What are your"too lazy to cook" recipe ?

Ziggurat@sh.itjust.works to Asklemmy@lemmy.ml – 211 points –

I mean the one you do when you want something easy to do, but not when you're tired at the point you microwave a frozen-meal, or just cut down a piece of cheese and put it in a bread

242

You are viewing a single comment

Carbonara.

Cook some chopped up bacon until crispy. Boil some pasta until cooked. Dump half cup of pasta water into bacon, mix. Mix 3 eggs with a half cup of parmesan, drip in a few tablespoons of pasta water while mixing. Turn off stove, dump pasta into bacon, mix for a few minutes, dump egg and parmesan in, mix vigorously. Eat with a big chunk of crusty bread. Should take 20 minutes from turning on the stove to eating.

How is this not just regular cooking?

It is. What constitutes "cooking" for the purposes of "what can I be assed doing" is a tricky question, though. Carbonara is arguably a simple recipe, but I wouldn't say it's necessarily low effort...

If your idea of "cooking" is just throwing a bunch of stuff together in a frying pan, then yeah I guess this is cooking. My idea of cooking involves more technique than just stirring a few things.

If you want dead simple, boil some pasta, drain, dump in a can of Catelli meat sauce, stir, serve. I did this a lot in college.

If you want dead dead simple, dump bag of Green Giant Garlic Pasta into pan, cook until warm, serve.

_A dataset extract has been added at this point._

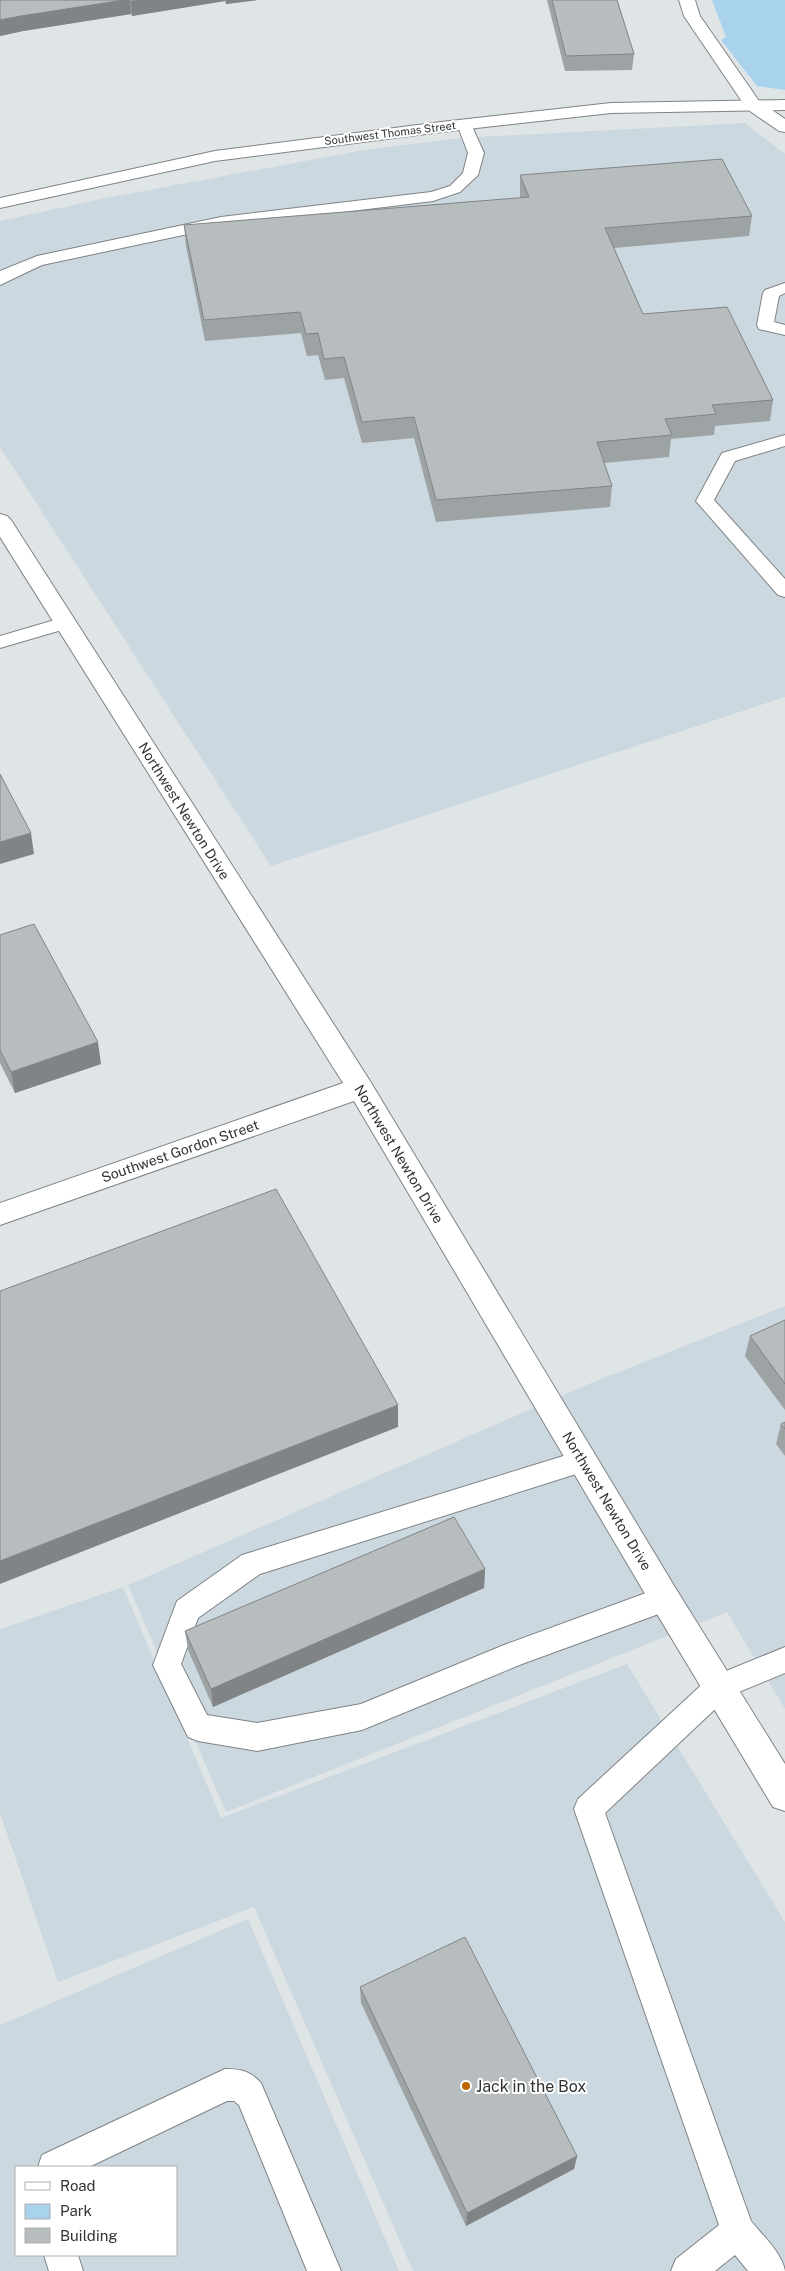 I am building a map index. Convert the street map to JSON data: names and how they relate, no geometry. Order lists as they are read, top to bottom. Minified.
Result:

How low effort does it have to be? I thought 5 steps was low effort. Even if this is a huge effort for you because you've never done it before, do it once or twice and you'll want to do this from now on before reaching for the blue box.

Because regular cooking is a lot more involved than just sitting back and watching bacon and pasta cook. Seriously, I don't do anything for most of the 20 minutes.

I mean, there's chopping, mixing... Hell, even some vigorous mixing!

Most of these comments say to boil pasta. The majority of the effort is just mixing stuff. I don't even measure anything...I just go with what my heart tells me. At most, it's 5 minutes effort and 15 minutes waiting.

I knew if I said carbonara people wouldn't believe me but it's true. Bonus points if you chop the bacon with scissors instead of using a cutting board. It's very very easy and people think it's magic because you're "making your own sauce". It's as easy as any of the other one ingredient pasta suggestions, and only slightly harder than the instant ramen suggestions.

Keep on bacon'on.

An even lazier option is just to buy pre-cubed pancetta. I keep it in the freezer, then just dump it in frozen. But most people buy bacon more than they buy pancetta.

Not sure they keep that in stock around here but given the scissor method, it's really a non issue. I do that with adding bacon to Mac and Cheese too, along with a frozen veg (like green beans) for minimal effort and cleaning. If anyone ever gives me trouble I tell them it's the Korean BBQ way.